╭─ DATASET
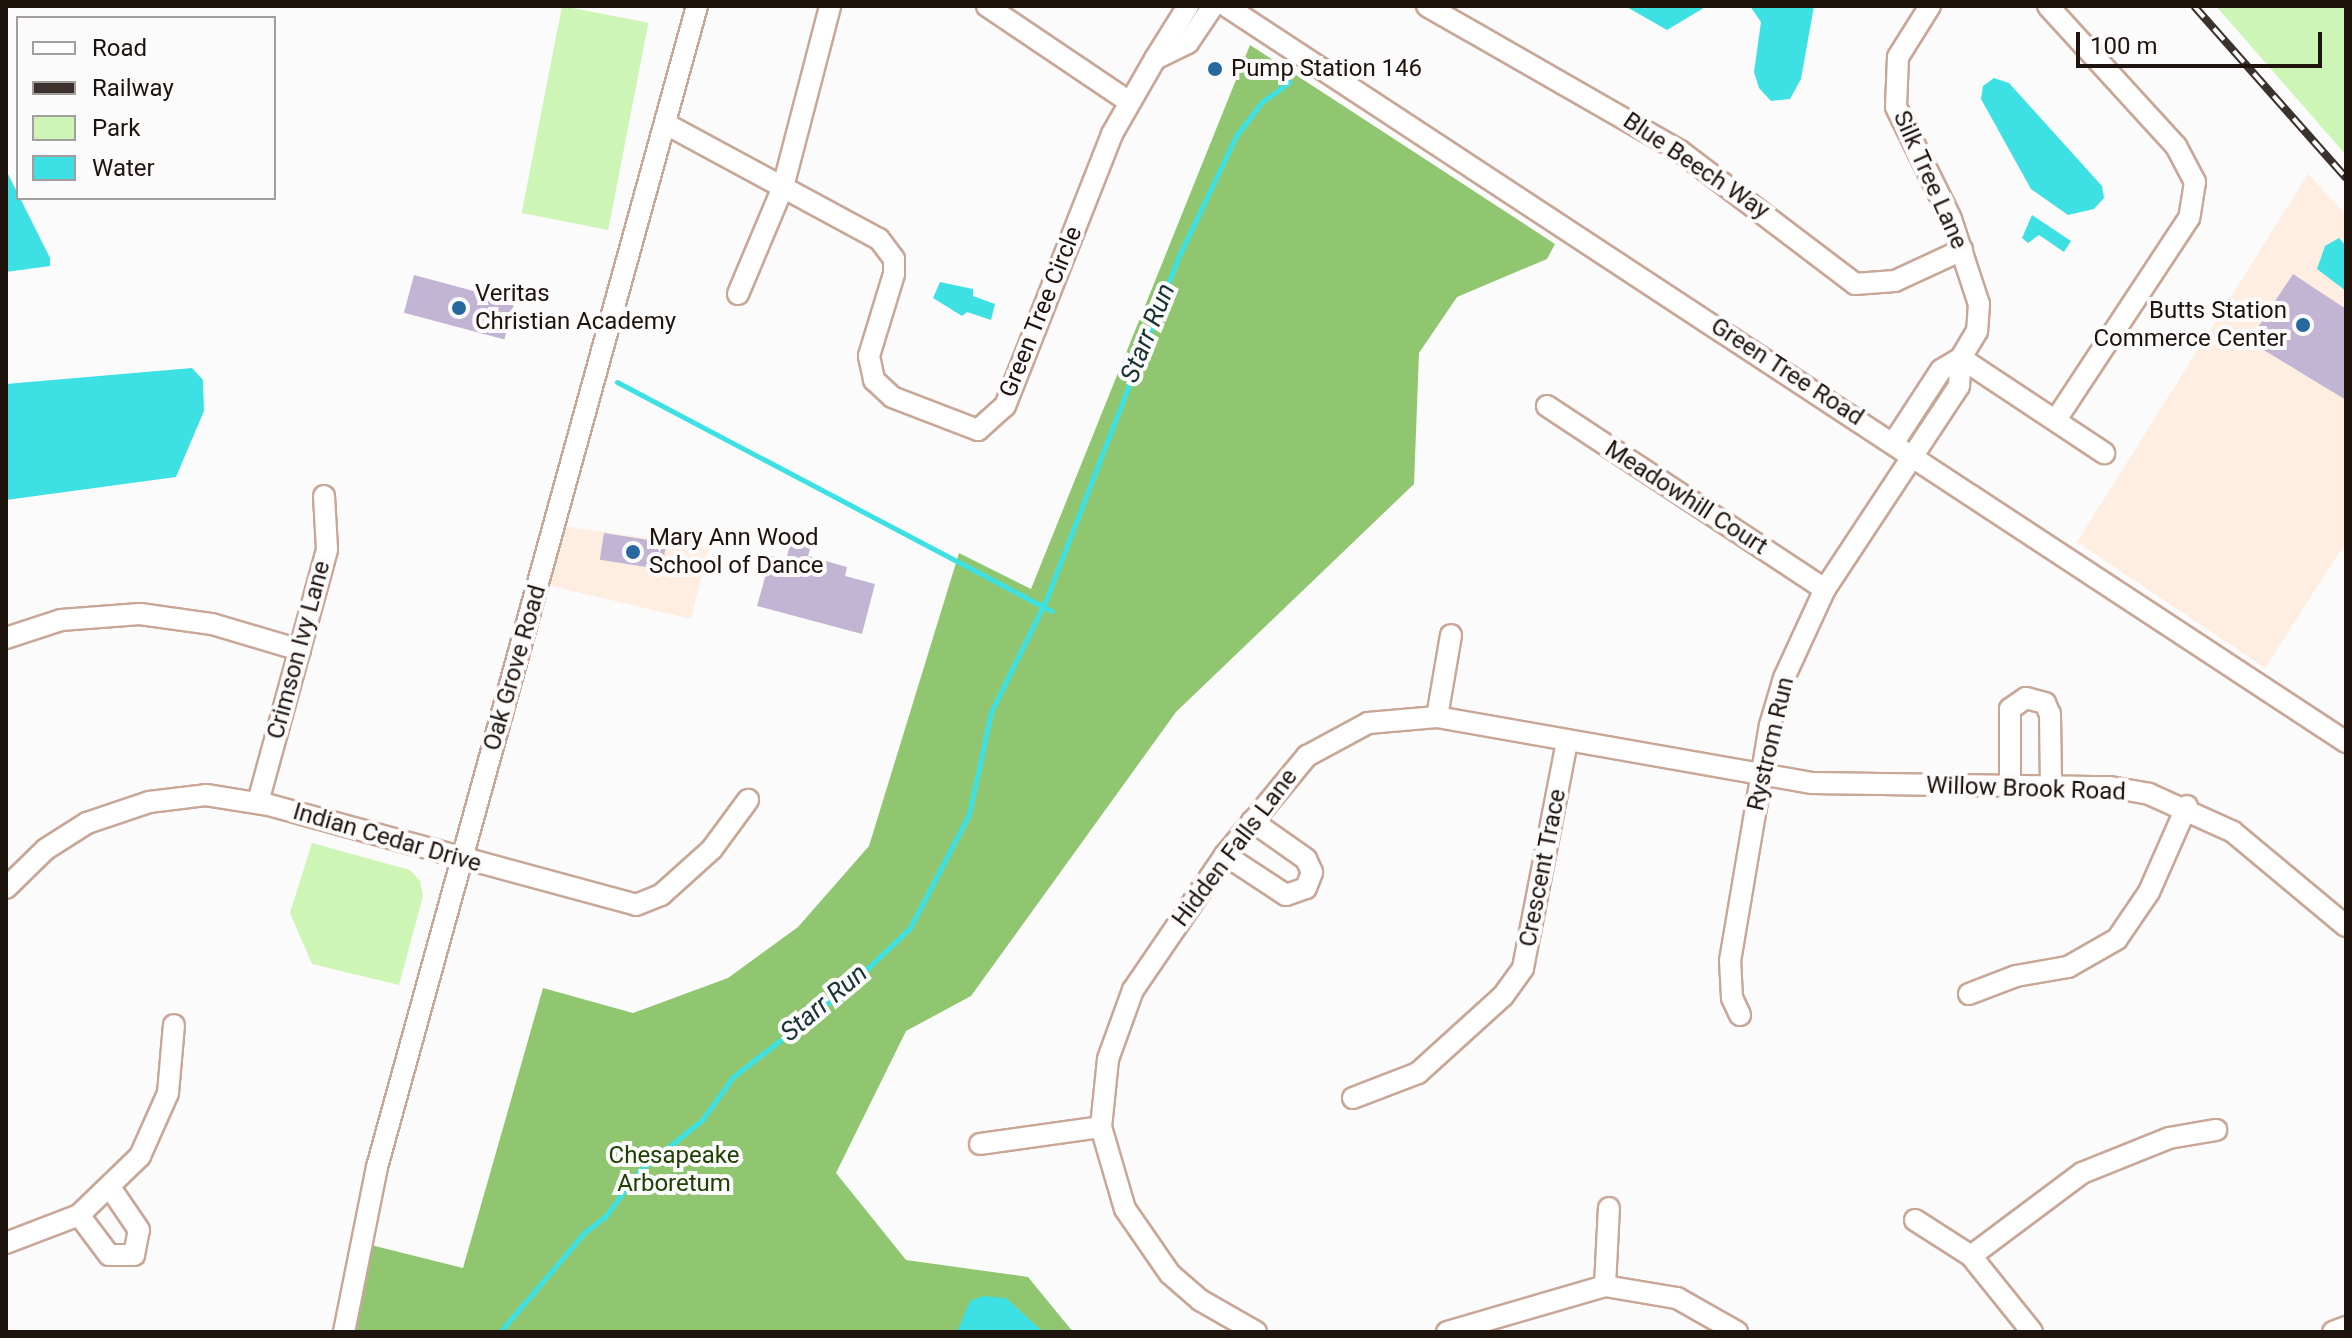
<!DOCTYPE html>
<style>
body{margin:0}
#map{position:relative;width:2352px;height:1338px;overflow:hidden;background:#fbfbfb;font-family:Roboto,sans-serif}
div>[style]{position:absolute}
.commercial>*{inset:0;background:#feeee2}
.green>*{inset:0;background:#cdf5b5;transform-origin:0 0}
.forest>*{inset:0;background:#91c670}
.water>*{inset:0;background:#3ee1e3}
.stream>*{height:5px;margin:-2.5px;padding:0 2.5px;transform-origin:2.5px;border-radius:2.5px;background:#3ee1e3}
.building>*{inset:0;background:#c2b5d4;transform-origin:0 0}
.roads{filter:drop-shadow(2px 0 #c8a797) drop-shadow(-2px 0 #c8a797) drop-shadow(0 2px #c8a797) drop-shadow(0 -2px #c8a797)}
.minor>*{height:20px;margin:-10px;padding:0 10px;transform-origin:10px;border-radius:10px;background:#fff}
.rail>*{height:8px;margin-top:-4px;transform-origin:0;background:repeating-linear-gradient(90deg,#fbfbfb 0 15px,#3c322d 0 30px);box-sizing:border-box;border-block:2px solid #3c322d}
.dots>*{width:22px;height:22px;translate:-50% -50%;box-sizing:border-box;border:4px solid #fbfbfb;border-radius:50%}
span{translate:-50% -50%;white-space:nowrap;text-align:center;line-height:1.15;-webkit-text-stroke:8px #fbfbfb;paint-order:stroke}
.poi-label{font-size:24px;color:#1f130d}
.left{translate:0 -50%;text-align:left}
.right{translate:-100% -50%;text-align:right}
.street-label{font-size:24px;color:#1f130d}
.park-label{font-size:24px;color:#1f4000}
.water-label{font-size:26px;color:#193333;font-style:italic}
.frame{position:absolute;inset:0;border:8px solid #1f130d;pointer-events:none}
.legend{position:absolute;left:16px;top:16px;width:260px;height:184px;box-sizing:border-box;background:#fbfbfb;border:2px solid #a39e9c;margin:0;padding:10px 14px;list-style:none;font-size:24px;color:#1f130d}
.legend li{display:flex;align-items:center;gap:16px;height:40px}
.legend b{width:40px;border:2px solid #a39e9c}
.scale{position:absolute;left:2076px;top:32px;width:246px;height:36px;box-sizing:border-box;border:4px solid #1f130d;border-top:0;padding-left:10px;font-size:24px;line-height:28px;white-space:nowrap;color:#1f130d;-webkit-text-stroke:6px #fbfbfb;paint-order:stroke}
</style>
<div id="map">
<div class="commercial">
<div style="clip-path:polygon(2308px 174px,2346px 215px,2346px 542px,2265px 668px,2077px 542px)"></div>
<div style="clip-path:polygon(563px 526px,709px 547px,691px 619px,547px 585px)"></div>
</div>
<div class="green">
<div style="left:562px;top:6px;width:88px;height:211px;rotate:11deg"></div>
<div style="clip-path:polygon(2216px 6px,2346px 6px,2346px 155px)"></div>
<div style="clip-path:polygon(312px 843px,410px 870px,420px 881px,423px 896px,399px 985px,312px 964px,290px 913px)"></div>
</div>
<div class="forest">
<div style="clip-path:polygon(1250px 45px,1555px 244px,1547px 259px,1457px 297px,1419px 353px,1414px 484px,1176px 712px,971px 996px,906px 1031px,836px 1173px,906px 1260px,1028px 1277px,1073px 1332px,354px 1332px,367px 1244px,463px 1268px,543px 988px,633px 1013px,728px 978px,798px 927px,869px 846px,959px 553px,1031px 589px)"></div>
</div>
<div class="water">
<div style="clip-path:polygon(1625px 6px,1707px 6px,1667px 30px)"></div>
<div style="clip-path:polygon(1750px 6px,1814px 6px,1801px 79px,1790px 99px,1771px 101px,1759px 88px,1754px 72px,1761px 22px)"></div>
<div style="clip-path:polygon(1994px 78px,2009px 83px,2102px 186px,2104px 198px,2094px 209px,2068px 215px,2031px 189px,1981px 99px,1983px 86px)"></div>
<div style="clip-path:polygon(6px 170px,50px 258px,50px 266px,6px 272px)"></div>
<div style="clip-path:polygon(2032px 215px,2071px 241px,2064px 252px,2039px 235px,2028px 243px,2022px 238px)"></div>
<div style="clip-path:polygon(2339px 238px,2346px 246px,2346px 291px,2317px 269px,2325px 246px)"></div>
<div style="clip-path:polygon(940px 282px,973px 289px,973px 296px,995px 304px,991px 320px,967px 312px,962px 316px,933px 298px)"></div>
<div style="clip-path:polygon(192px 368px,203px 380px,204px 411px,176px 477px,6px 500px,6px 384px)"></div>
<div style="clip-path:polygon(983px 1296px,1006px 1298px,1043px 1332px,957px 1332px,970px 1301px)"></div>
</div>
<div class="stream">
<div style="left:617px;top:382px;width:491px;rotate:27.8deg"></div>
<div style="left:500px;top:1332px;width:130px;rotate:-49.7deg"></div>
<div style="left:584px;top:1233px;width:28px;rotate:-38deg"></div>
<div style="left:606px;top:1216px;width:56px;rotate:-53.7deg"></div>
<div style="left:639px;top:1171px;width:81px;rotate:-39deg"></div>
<div style="left:702px;top:1120px;width:53px;rotate:-54.2deg"></div>
<div style="left:733px;top:1077px;width:143px;rotate:-37.9deg"></div>
<div style="left:846px;top:989px;width:88px;rotate:-43.6deg"></div>
<div style="left:910px;top:928px;width:128px;rotate:-62.6deg"></div>
<div style="left:969px;top:814px;width:104px;rotate:-77.8deg"></div>
<div style="left:991px;top:712px;width:125px;rotate:-63.8deg"></div>
<div style="left:1046px;top:600px;width:367px;rotate:-68.9deg"></div>
<div style="left:1178px;top:258px;width:135px;rotate:-64.6deg"></div>
<div style="left:1236px;top:136px;width:43px;rotate:-52.6deg"></div>
<div style="left:1262px;top:102px;width:34px;rotate:-36deg"></div>
</div>
<div class="building">
<div style="clip-path:polygon(2293px 274px,2346px 309px,2346px 400px,2249px 341px)"></div>
<div style="left:414px;top:275px;width:104px;height:39px;rotate:15deg"></div>
<div style="left:604px;top:533px;width:63px;height:27px;rotate:9deg"></div>
<div style="clip-path:polygon(793px 534px,813px 539px,808px 556px,847px 567px,845px 576px,875px 584px,862px 634px,757px 606px,771px 556px,786px 560px)"></div>
</div>
<div class="roads">
<div class="minor">
<div style="left:987px;top:6px;width:170px;rotate:34deg"></div>
<div style="left:1188px;top:6px;width:62px;rotate:121.9deg"></div>
<div style="left:1155px;top:59px;width:37px;rotate:-26deg"></div>
<div style="left:1188px;top:43px;width:45px;rotate:-56deg"></div>
<div style="left:1226px;top:6px;width:1340px;rotate:33.31deg"></div>
<div style="left:1427px;top:6px;width:292px;rotate:29.8deg"></div>
<div style="left:1680px;top:151px;width:220px;rotate:37.2deg"></div>
<div style="left:1855px;top:284px;width:40px;rotate:-4.3deg"></div>
<div style="left:1895px;top:281px;width:74px;rotate:-24.8deg"></div>
<div style="left:1930px;top:6px;width:60px;rotate:122.1deg"></div>
<div style="left:1898px;top:57px;width:50px;rotate:92.3deg"></div>
<div style="left:1896px;top:107px;width:125px;rotate:63.8deg"></div>
<div style="left:1951px;top:219px;width:89px;rotate:71.8deg"></div>
<div style="left:1979px;top:304px;width:27px;rotate:94deg"></div>
<div style="left:1977px;top:331px;width:31px;rotate:121deg"></div>
<div style="left:1961px;top:358px;width:172px;rotate:33.6deg"></div>
<div style="left:2048px;top:6px;width:190px;rotate:47.6deg"></div>
<div style="left:2176px;top:146px;width:41px;rotate:62.2deg"></div>
<div style="left:2195px;top:182px;width:36px;rotate:99deg"></div>
<div style="left:2189px;top:218px;width:242px;rotate:123.4deg"></div>
<div style="left:666px;top:124px;width:242px;rotate:28.4deg"></div>
<div style="left:879px;top:239px;width:25px;rotate:53deg"></div>
<div style="left:894px;top:259px;width:15px;rotate:90deg"></div>
<div style="left:894px;top:274px;width:86px;rotate:107deg"></div>
<div style="left:869px;top:356px;width:25px;rotate:78deg"></div>
<div style="left:874px;top:380px;width:25px;rotate:43deg"></div>
<div style="left:892px;top:397px;width:92px;rotate:21deg"></div>
<div style="left:978px;top:430px;width:36px;rotate:-42deg"></div>
<div style="left:1005px;top:406px;width:292px;rotate:-68.5deg"></div>
<div style="left:1112px;top:134px;width:86px;rotate:-60.2deg"></div>
<div style="left:738px;top:294px;width:116px;rotate:-67.2deg"></div>
<div style="left:783px;top:187px;width:187px;rotate:-75.4deg"></div>
<div style="left:1547px;top:406px;width:333px;rotate:33.4deg"></div>
<div style="left:6px;top:638px;width:58px;rotate:-18.1deg"></div>
<div style="left:61px;top:620px;width:79px;rotate:-4.3deg"></div>
<div style="left:140px;top:614px;width:73px;rotate:7.9deg"></div>
<div style="left:212px;top:624px;width:92px;rotate:16.5deg"></div>
<div style="left:1437px;top:717px;width:83px;rotate:-80.3deg"></div>
<div style="left:2010px;top:784px;width:75px;rotate:-90deg"></div>
<div style="left:2010px;top:709px;width:19px;rotate:-35deg"></div>
<div style="left:2026px;top:698px;width:20px;rotate:15deg"></div>
<div style="left:2045px;top:703px;width:12px;rotate:66deg"></div>
<div style="left:2050px;top:714px;width:71px;rotate:89.2deg"></div>
<div style="left:258px;top:802px;width:262px;rotate:-74.7deg"></div>
<div style="left:327px;top:549px;width:53px;rotate:-93.2deg"></div>
<div style="left:1225px;top:855px;width:73px;rotate:33.3deg"></div>
<div style="left:1286px;top:895px;width:21px;rotate:-19deg"></div>
<div style="left:1306px;top:888px;width:17px;rotate:-69deg"></div>
<div style="left:1312px;top:872px;width:14px;rotate:-115deg"></div>
<div style="left:1306px;top:859px;width:66px;rotate:-144.9deg"></div>
<div style="left:6px;top:888px;width:56px;rotate:-44.3deg"></div>
<div style="left:46px;top:849px;width:49px;rotate:-32.4deg"></div>
<div style="left:87px;top:823px;width:65px;rotate:-18.7deg"></div>
<div style="left:149px;top:802px;width:57px;rotate:-7deg"></div>
<div style="left:206px;top:795px;width:64px;rotate:9deg"></div>
<div style="left:269px;top:805px;width:380px;rotate:15.2deg"></div>
<div style="left:636px;top:905px;width:27px;rotate:-22deg"></div>
<div style="left:661px;top:895px;width:69px;rotate:-42deg"></div>
<div style="left:712px;top:849px;width:61px;rotate:-53.7deg"></div>
<div style="left:1969px;top:994px;width:50px;rotate:-21deg"></div>
<div style="left:2016px;top:976px;width:53px;rotate:-9.8deg"></div>
<div style="left:2068px;top:967px;width:56px;rotate:-29.7deg"></div>
<div style="left:2117px;top:939px;width:57px;rotate:-55.8deg"></div>
<div style="left:2149px;top:892px;width:94px;rotate:-66.2deg"></div>
<div style="left:1740px;top:1015px;width:19px;rotate:-115deg"></div>
<div style="left:1732px;top:998px;width:37px;rotate:-93deg"></div>
<div style="left:1730px;top:961px;width:239px;rotate:-80.4deg"></div>
<div style="left:1770px;top:725px;width:49px;rotate:-73.4deg"></div>
<div style="left:1784px;top:678px;width:98px;rotate:-65.3deg"></div>
<div style="left:1825px;top:589px;width:243px;rotate:-56.6deg"></div>
<div style="left:1959px;top:386px;width:28px;rotate:-86deg"></div>
<div style="left:1961px;top:358px;width:23px;rotate:149deg"></div>
<div style="left:1941px;top:370px;width:86px;rotate:123.1deg"></div>
<div style="left:1353px;top:1098px;width:70px;rotate:-21deg"></div>
<div style="left:1418px;top:1073px;width:115px;rotate:-42.2deg"></div>
<div style="left:1503px;top:996px;width:34px;rotate:-54deg"></div>
<div style="left:1523px;top:968px;width:230px;rotate:-79deg"></div>
<div style="left:980px;top:1144px;width:122px;rotate:-8deg"></div>
<div style="left:79px;top:1215px;width:50px;rotate:53.1deg"></div>
<div style="left:109px;top:1255px;width:25px"></div>
<div style="left:134px;top:1255px;width:25px;rotate:-79deg"></div>
<div style="left:139px;top:1230px;width:50px;rotate:-124.3deg"></div>
<div style="left:1915px;top:1220px;width:67px;rotate:32.7deg"></div>
<div style="left:1971px;top:1256px;width:97px;rotate:51.2deg"></div>
<div style="left:6px;top:1243px;width:78px;rotate:-21deg"></div>
<div style="left:79px;top:1215px;width:85px;rotate:-44deg"></div>
<div style="left:140px;top:1156px;width:69px;rotate:-66deg"></div>
<div style="left:168px;top:1093px;width:68px;rotate:-85deg"></div>
<div style="left:1971px;top:1256px;width:139px;rotate:-36.8deg"></div>
<div style="left:2082px;top:1173px;width:94px;rotate:-21.9deg"></div>
<div style="left:2169px;top:1138px;width:48px;rotate:-9.7deg"></div>
<div style="left:1605px;top:1286px;width:78px;rotate:-87.1deg"></div>
<div style="left:344px;top:1332px;width:168px;rotate:-78.7deg"></div>
<div style="left:377px;top:1167px;width:1204px;rotate:-74.59deg"></div>
<div style="left:1256px;top:1332px;width:64px;rotate:-150.3deg"></div>
<div style="left:1200px;top:1300px;width:40px;rotate:-139deg"></div>
<div style="left:1170px;top:1274px;width:79px;rotate:-124.7deg"></div>
<div style="left:1125px;top:1209px;width:85px;rotate:-106.3deg"></div>
<div style="left:1101px;top:1127px;width:68px;rotate:-84.1deg"></div>
<div style="left:1108px;top:1059px;width:73px;rotate:-70.1deg"></div>
<div style="left:1133px;top:990px;width:163px;rotate:-55.7deg"></div>
<div style="left:1225px;top:855px;width:129px;rotate:-50.4deg"></div>
<div style="left:1307px;top:756px;width:69px;rotate:-28.4deg"></div>
<div style="left:1368px;top:723px;width:69px;rotate:-5deg"></div>
<div style="left:1437px;top:717px;width:380px;rotate:10deg"></div>
<div style="left:1811px;top:783px;width:299px;rotate:0.8deg"></div>
<div style="left:2110px;top:787px;width:40px;rotate:10deg"></div>
<div style="left:2149px;top:794px;width:92px;rotate:24.3deg"></div>
<div style="left:2233px;top:832px;width:147px;rotate:39.8deg"></div>
<div style="left:1447px;top:1332px;width:165px;rotate:-16.2deg"></div>
<div style="left:1605px;top:1286px;width:73px;rotate:9.5deg"></div>
<div style="left:1677px;top:1298px;width:69px;rotate:29.5deg"></div>
<div style="left:2333px;top:1332px;width:14px;rotate:-21deg"></div>
</div>
</div>
<div class="rail">
<div style="left:2194px;top:6px;width:230px;rotate:48.5deg"></div>
</div>
<div class="dots">
<div style="left:1215px;top:69px;background:#27689e"></div>
<div style="left:459px;top:308px;background:#27689e"></div>
<div style="left:2303px;top:325px;background:#27689e"></div>
<div style="left:633px;top:552px;background:#27689e"></div>
</div>
<div class="poi-label">
<span class="left" style="left:1231px;top:69px">Pump Station 146</span>
<span class="left" style="left:475px;top:308px">Veritas<br>Christian Academy</span>
<span class="right" style="left:2287px;top:325px">Butts Station<br>Commerce Center</span>
<span class="left" style="left:649px;top:552px">Mary Ann Wood<br>School of Dance</span>
</div>
<div class="street-label">
<span style="left:1696px;top:166px;rotate:34deg">Blue Beech Way</span>
<span style="left:1930px;top:180px;rotate:66deg">Silk Tree Lane</span>
<span style="left:1041px;top:312px;rotate:-68deg">Green Tree Circle</span>
<span style="left:1787px;top:372px;rotate:33deg">Green Tree Road</span>
<span style="left:1686px;top:498px;rotate:33deg">Meadowhill Court</span>
<span style="left:299px;top:650px;rotate:-75deg">Crimson Ivy Lane</span>
<span style="left:515px;top:668px;rotate:-74deg">Oak Grove Road</span>
<span style="left:1771px;top:744px;rotate:-77deg">Rystrom Run</span>
<span style="left:2026px;top:789px;rotate:2deg">Willow Brook Road</span>
<span style="left:387px;top:838px;rotate:16deg">Indian Cedar Drive</span>
<span style="left:1235px;top:848px;rotate:-53deg">Hidden Falls Lane</span>
<span style="left:1543px;top:868px;rotate:-79deg">Crescent Trace</span>
</div>
<div class="park-label">
<span style="left:674px;top:1170px">Chesapeake<br>Arboretum</span>
</div>
<div class="water-label">
<span style="left:1148px;top:333px;rotate:-68deg">Starr Run</span>
<span style="left:824px;top:1003px;rotate:-40deg">Starr Run</span>
</div>
<div class="frame"></div>
<ul class="legend">
<li><b style="height:10px;background:#fff"></b>Road</li>
<li><b style="height:10px;background:#3c322d"></b>Railway</li>
<li><b style="height:22px;background:#cdf5b5"></b>Park</li>
<li><b style="height:22px;background:#3ee1e3"></b>Water</li>
</ul>
<div class="scale">100 m</div>
</div>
╰─
YOUR INSTRUCTIONS
Print the data above from its first line through the line that has "0 #c8a797) drop-shadow(-2px", exactly and with nothing else, omitting pictures.

SOLUTION TO THIS EXERCISE
<!DOCTYPE html>
<style>
body{margin:0}
#map{position:relative;width:2352px;height:1338px;overflow:hidden;background:#fbfbfb;font-family:Roboto,sans-serif}
div>[style]{position:absolute}
.commercial>*{inset:0;background:#feeee2}
.green>*{inset:0;background:#cdf5b5;transform-origin:0 0}
.forest>*{inset:0;background:#91c670}
.water>*{inset:0;background:#3ee1e3}
.stream>*{height:5px;margin:-2.5px;padding:0 2.5px;transform-origin:2.5px;border-radius:2.5px;background:#3ee1e3}
.building>*{inset:0;background:#c2b5d4;transform-origin:0 0}
.roads{filter:drop-shadow(2px 0 #c8a797) drop-shadow(-2px 0 #c8a797) drop-shadow(0 2px #c8a797) drop-shadow(0 -2px #c8a797)}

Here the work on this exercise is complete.